JPH04131185A - Electric floating device - Google Patents

Abstract

PURPOSE:To permit an efficient treatment of an org. waste water by providing a floating tank for floating floc in association with hydrogen gas bubbles, a separating tank for separating the floc from the waste water to be treated and a skimmer for removing the floc. CONSTITUTION:The floc introduced into a floating tank 7 associates at once with high density hydrogen gas bubbles produced from an electrode 9 and rises along the side wall of the floating tank 7 due to its buoyant force. At this time, a small amt. of the floc which has not been able to associate with the hydrogen gas bubbles immediately after introduction of the floc into the floating tank 7 is raised again to associate with the hydrogen gas bubbles and floated to the surface. The waste water runs from below to above between gaps between the electrodes 9 and BOD, COD, and coloring matter in the waste water are removed therefrom due to the oxidation-reduction reaction caused by electrolysis. On the other hand, the floc floating in assocoation with the hydrogen gas bubbles, together with the waste water is sent to a separating tank 12, there-after separated from the waste water by a skimmer 13 provided above and carried out from an outlet opening 14a of a sludge tank 14. In this way the org. waste water can be treated efficiently.

Description

DETAILED DESCRIPTION OF THE INVENTION [Field of Industrial Application] The present invention relates to a technology for treating industrial wastewater, and in particular to a technology that is effective when applied to organic wastewater treatment using electric levitation.

[Conventional technology]

Treatment methods for industrial wastewater can be roughly divided into biological treatment methods and physicochemical treatment methods.The treatment methods for organic wastewater are mainly (1) activated sludge method, (2) catalytic oxidation method, and (3) catalytic oxidation method. Biological treatment methods such as plate aeration method are used. However, biological treatment methods have a
It has been pointed out that since it requires a water volume of 0.5 to 1 m'/day and an air volume of 5 ONm'/day, it has the drawback of requiring a huge amount of equipment area and facility costs.
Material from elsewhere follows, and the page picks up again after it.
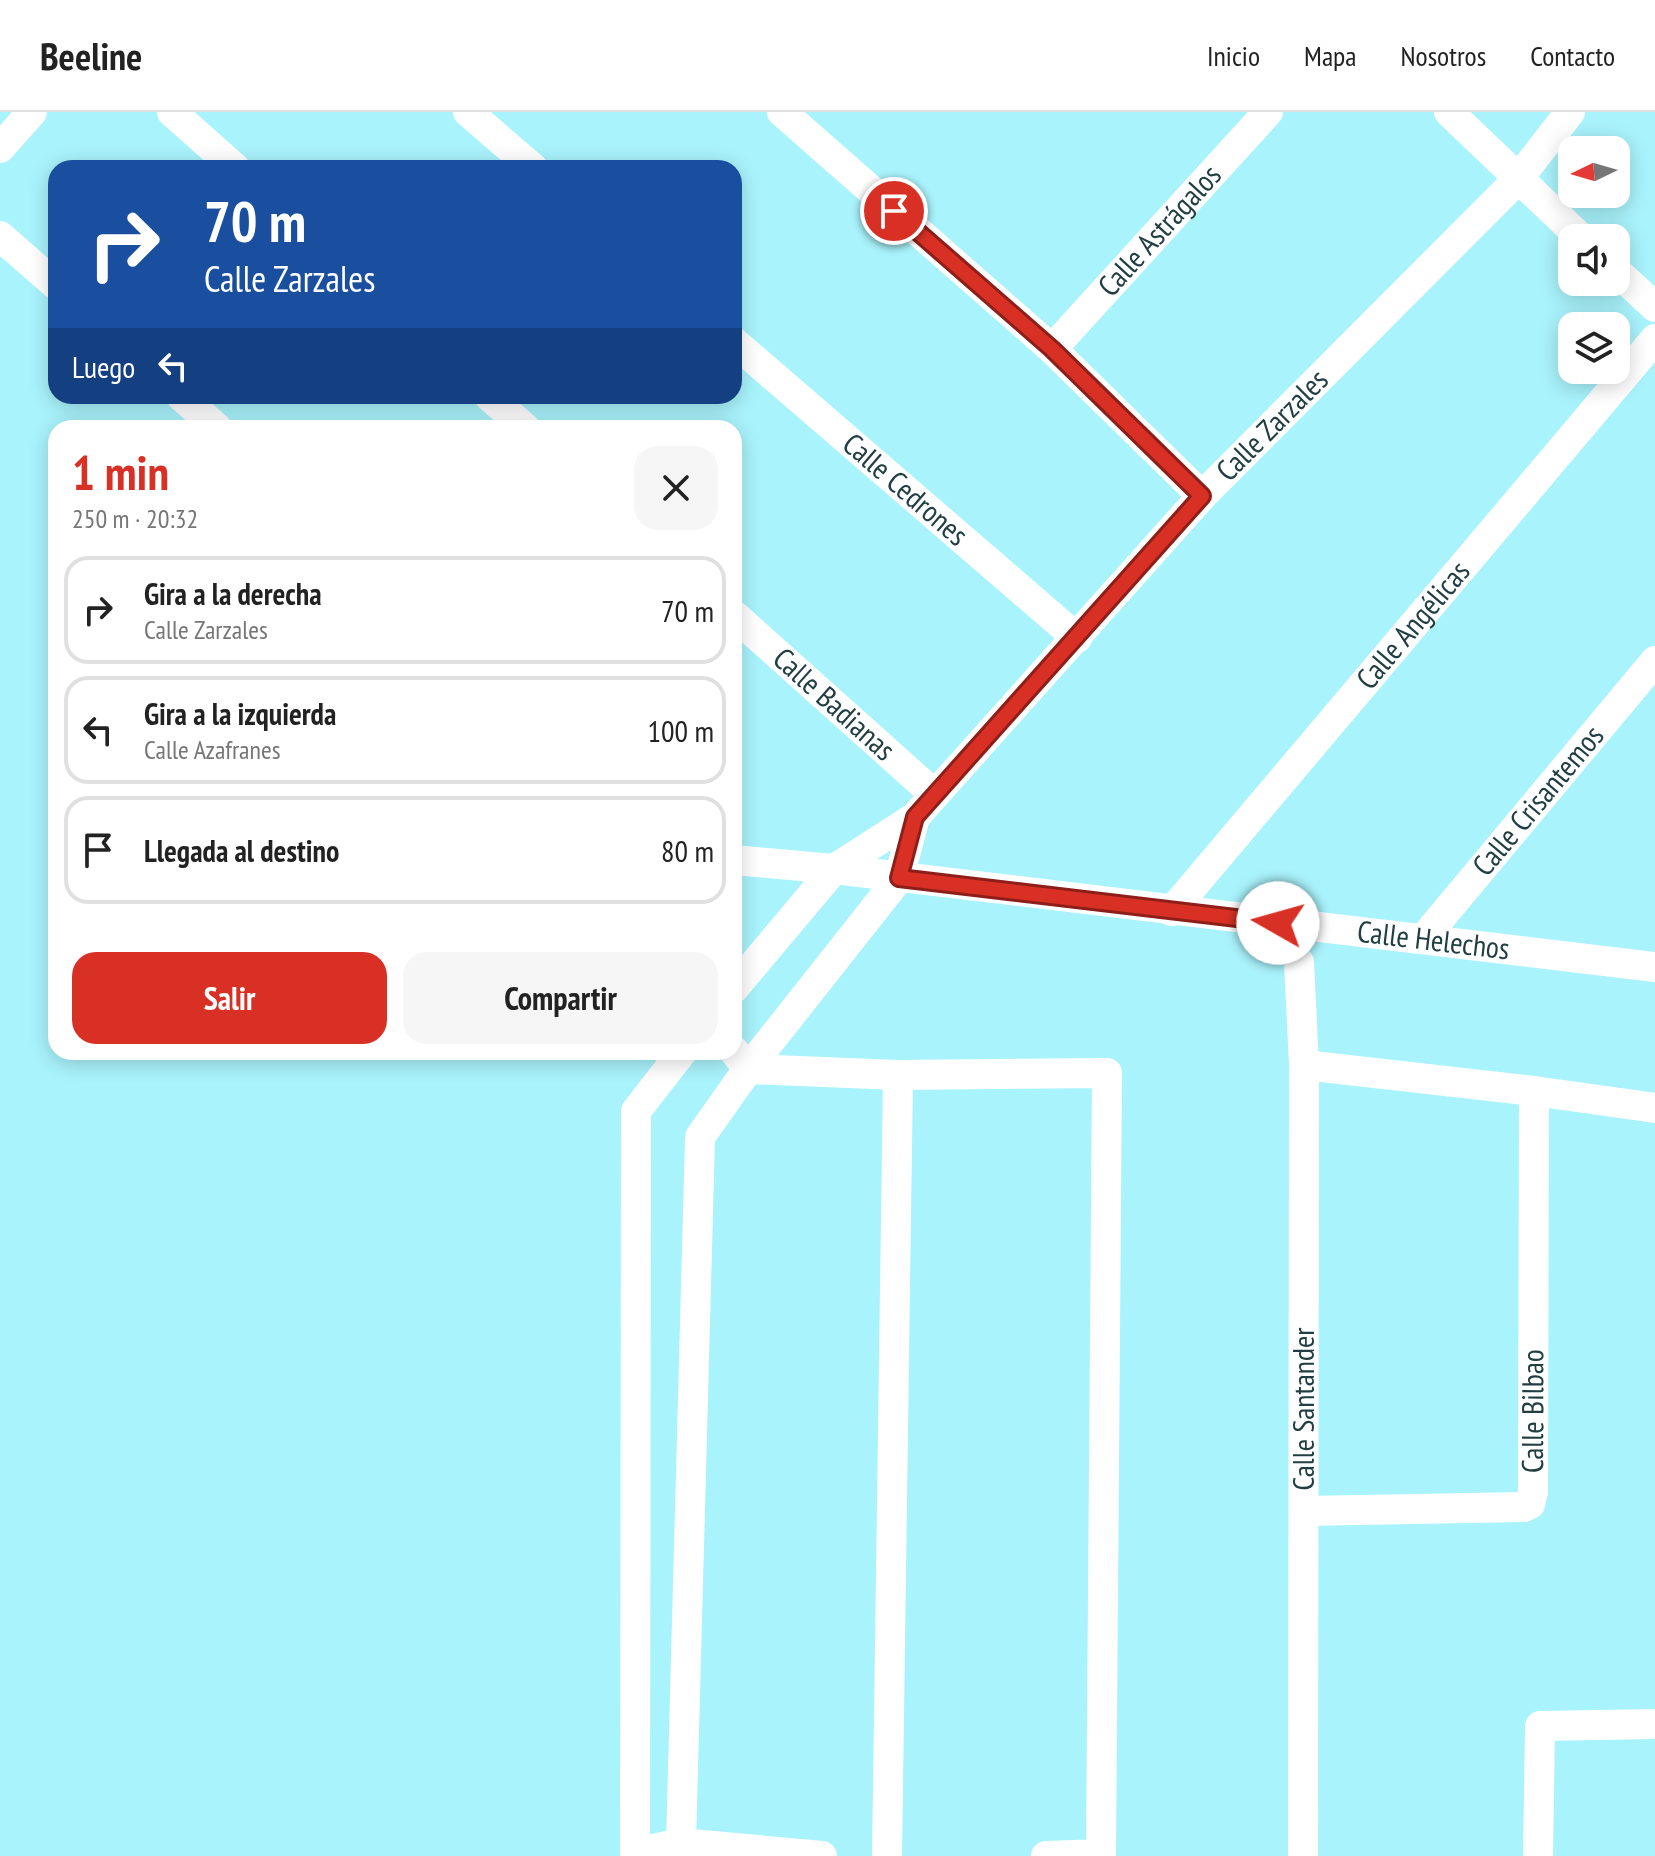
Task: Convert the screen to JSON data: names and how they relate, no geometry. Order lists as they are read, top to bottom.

On the other hand, physicochemical treatment methods include (1) coagulation-precipitation method, (
2) Pressure levitation method, (3) Electric levitation method, (4) Adsorption method, (
5) There is a reverse osmosis method. Among these processing methods,
Adsorption methods and reverse osmosis methods are used to more advancedly treat wastewater that has been treated with biological treatment methods. The coagulation-sedimentation method is used to treat wastewater that contains heavy particles but does not contain oil.

The pressure flotation method is used to remove 55SBOD, COD, and COD in high concentration wastewater.
Because it can efficiently remove oil and other substances, it is used as a pretreatment for biological treatment, and when water quality regulations are not too strict, it is used alone.

Electric levitation is a process in which organic wastewater is introduced into an inorganic reaction tank and a polymer reaction tank, and part of the parent permanent resident substances and hydrophobic pollutants in the wastewater are flocculated to form flocs; The process consists of the following steps: 1. Guide the floated flocs to a flotation tank, make electrolytic gas bubbles associate with the flocs, and float the flocs; 1) Guide the floated flocs to a flotation separation tank and remove them using a schema; 5SSB
O.D.

It has the advantage of efficiently removing COD, oil, etc. Furthermore, the electric levitation method has the following advantages over the pressure levitation method.

(1) Since no compressor or pressure pump is used, no noise is generated.

(2) Since pressurized water is not used, the flotation tank can be made smaller. Furthermore, since a pressurized water production device is not required, the entire equipment can be downsized.

(3) By varying the electrolytic current, it is possible to easily control and increase the number of fine electrolytic gas bubbles.

(4),! As a side effect of the solution, a reduction in BOD5C0D and a decolorizing effect can be obtained due to the by-product of hypochlorite gas and chlorine gas.

Regarding wastewater treatment equipment using the above-mentioned electric levitation method, Japanese Patent Application Laid-Open No. 62-38286 and Japanese Patent Application Laid-open No. 2-219
There is a description in Publication No. 94, etc.

[Problem that the invention seeks to solve]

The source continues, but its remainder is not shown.